Your task>
Exactly the lines from the one with "Annotation task. Describe" through the final line of the listing below should appear in the answer, and no others.

^^^^

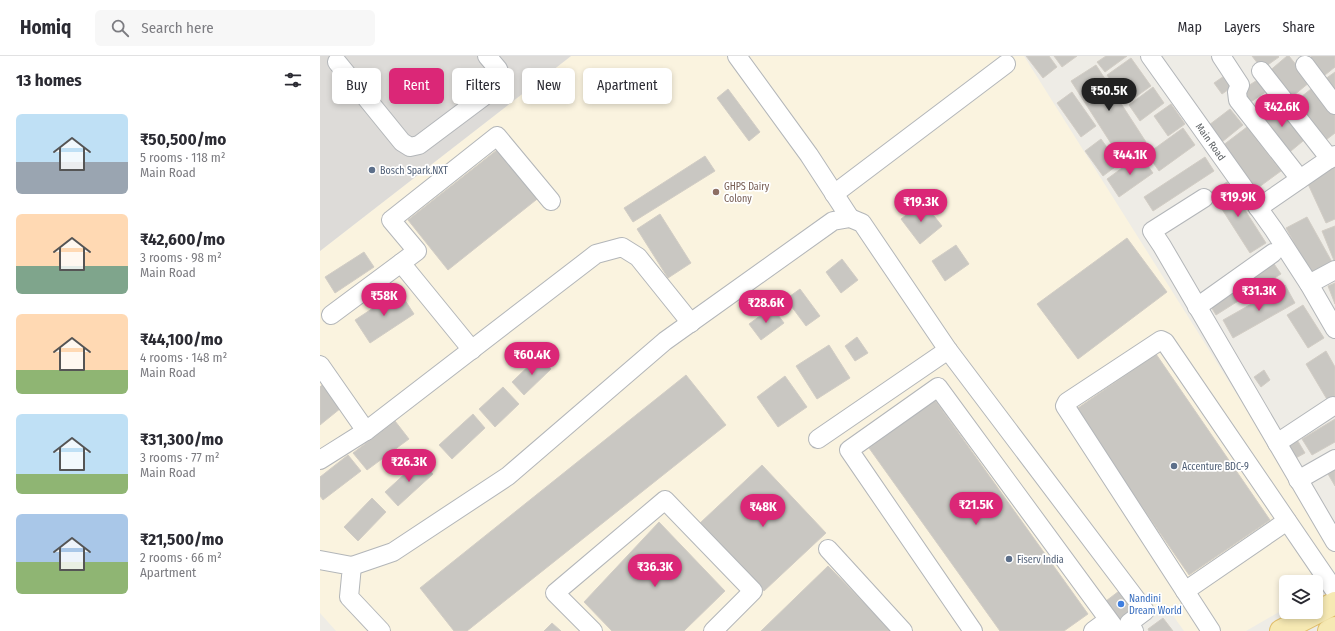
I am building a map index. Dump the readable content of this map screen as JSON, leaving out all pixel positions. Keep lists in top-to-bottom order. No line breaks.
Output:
{"streets":{"street":["Main Road"]},"places":["Bosch Spark.NXT","GHPS Dairy Colony","Accenture BDC-9","Fiserv India","Nandini Dream World"],"page":{"header":"Homiq","search":"Search here","nav":["Map","Layers","Share"],"heading":"13 homes","chip":["Buy","Rent","Filters","New","Apartment"],"price":["₹50.5K","₹42.6K","₹44.1K","₹19.9K","₹19.3K","₹31.3K","₹58K","₹28.6K","₹60.4K","₹26.3K","₹21.5K","₹48K","₹36.3K"],"list":[{"name":"₹50,500/mo","note":"5 rooms · 118 m² · Main Road"},{"name":"₹42,600/mo","note":"3 rooms · 98 m² · Main Road"},{"name":"₹44,100/mo","note":"4 rooms · 148 m² · Main Road"},{"name":"₹31,300/mo","note":"3 rooms · 77 m² · Main Road"},{"name":"₹21,500/mo","note":"2 rooms · 66 m² · Apartment"}]}}
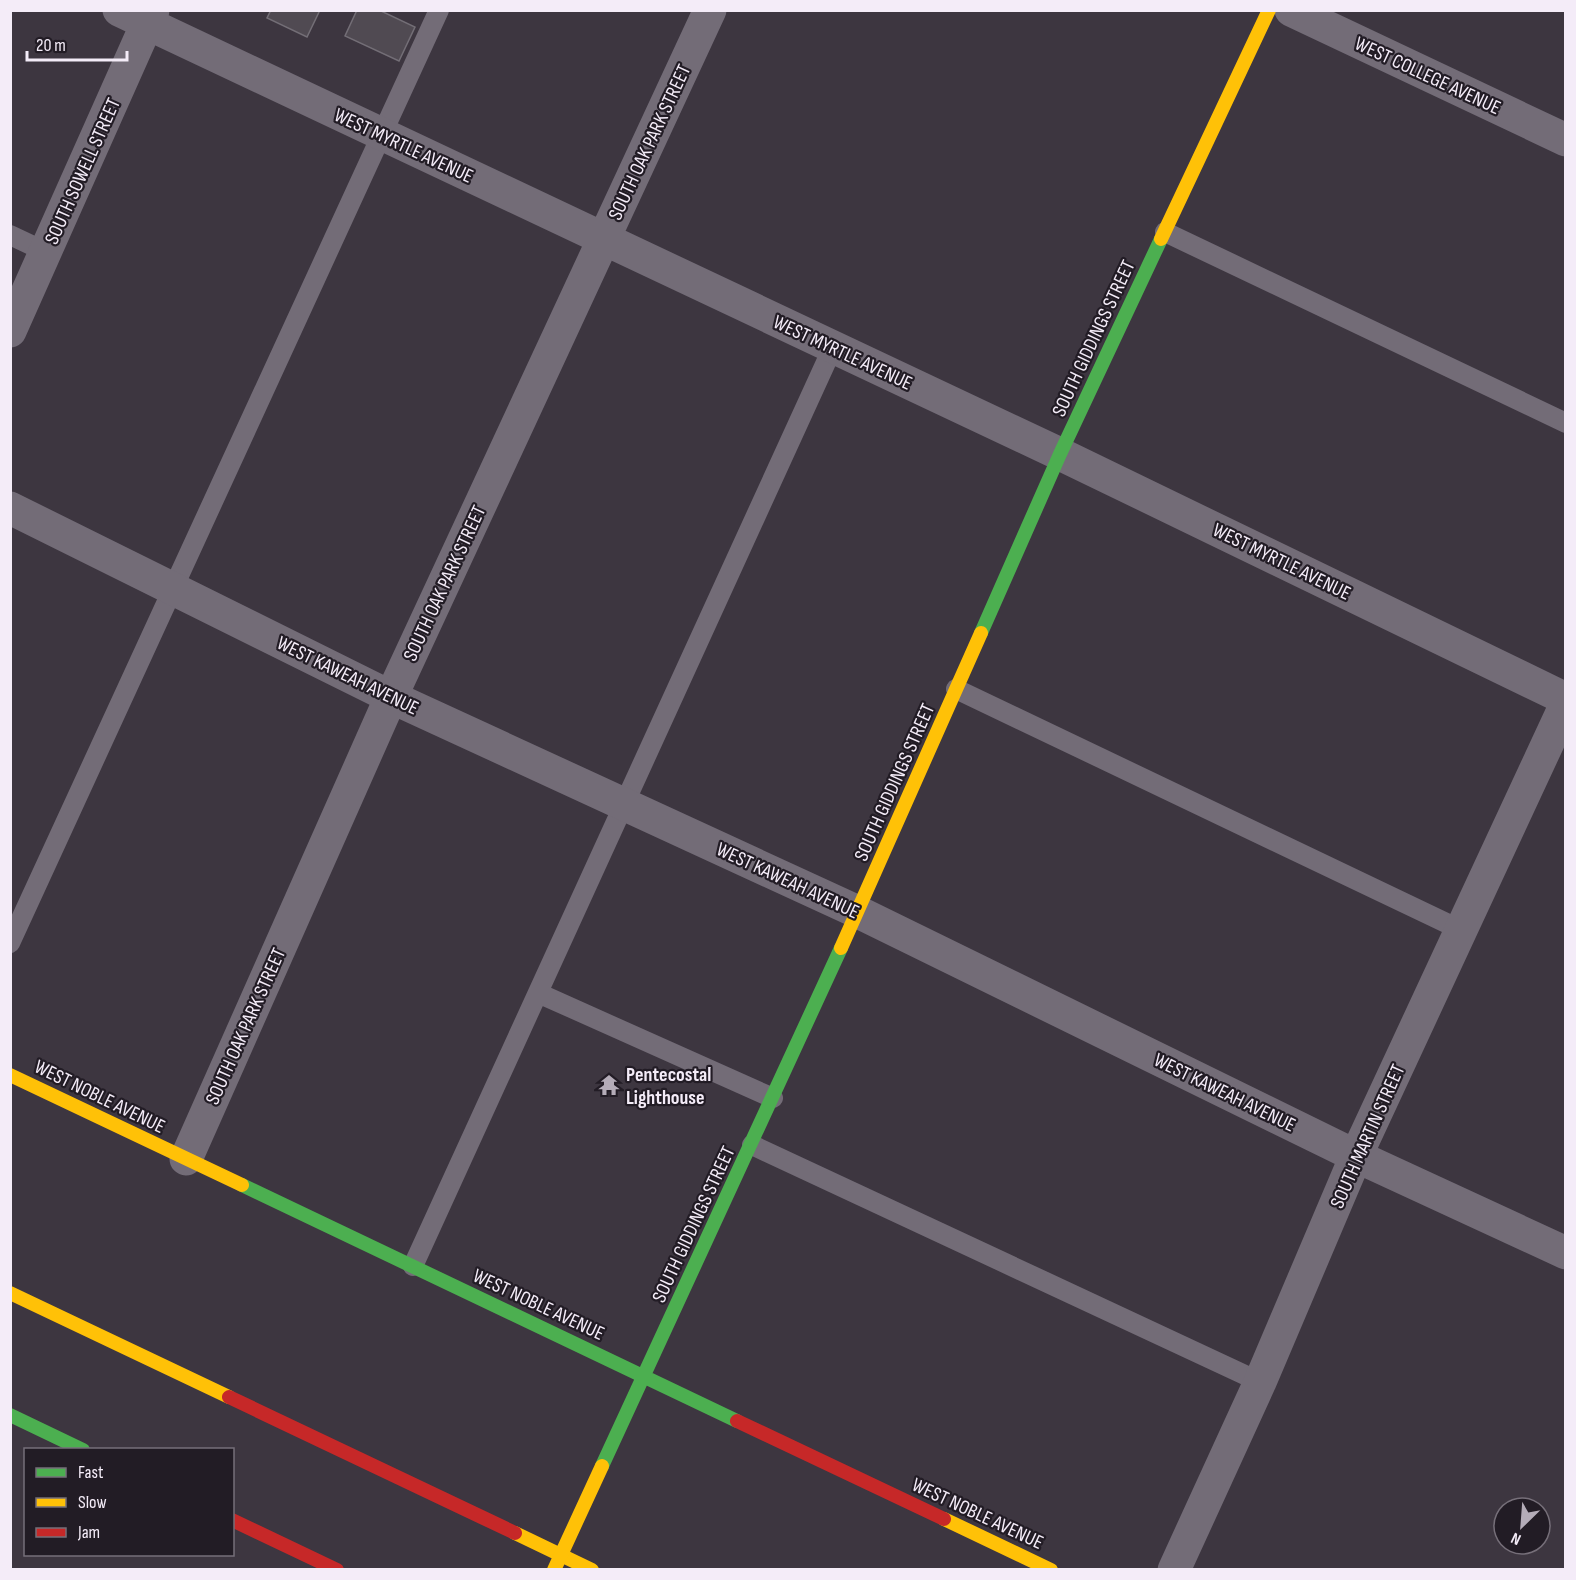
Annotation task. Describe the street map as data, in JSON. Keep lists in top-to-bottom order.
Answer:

^^^^

Task output>
Annotation task. Describe the street map as data, in JSON. Keep lists in top-to-bottom order.
Answer:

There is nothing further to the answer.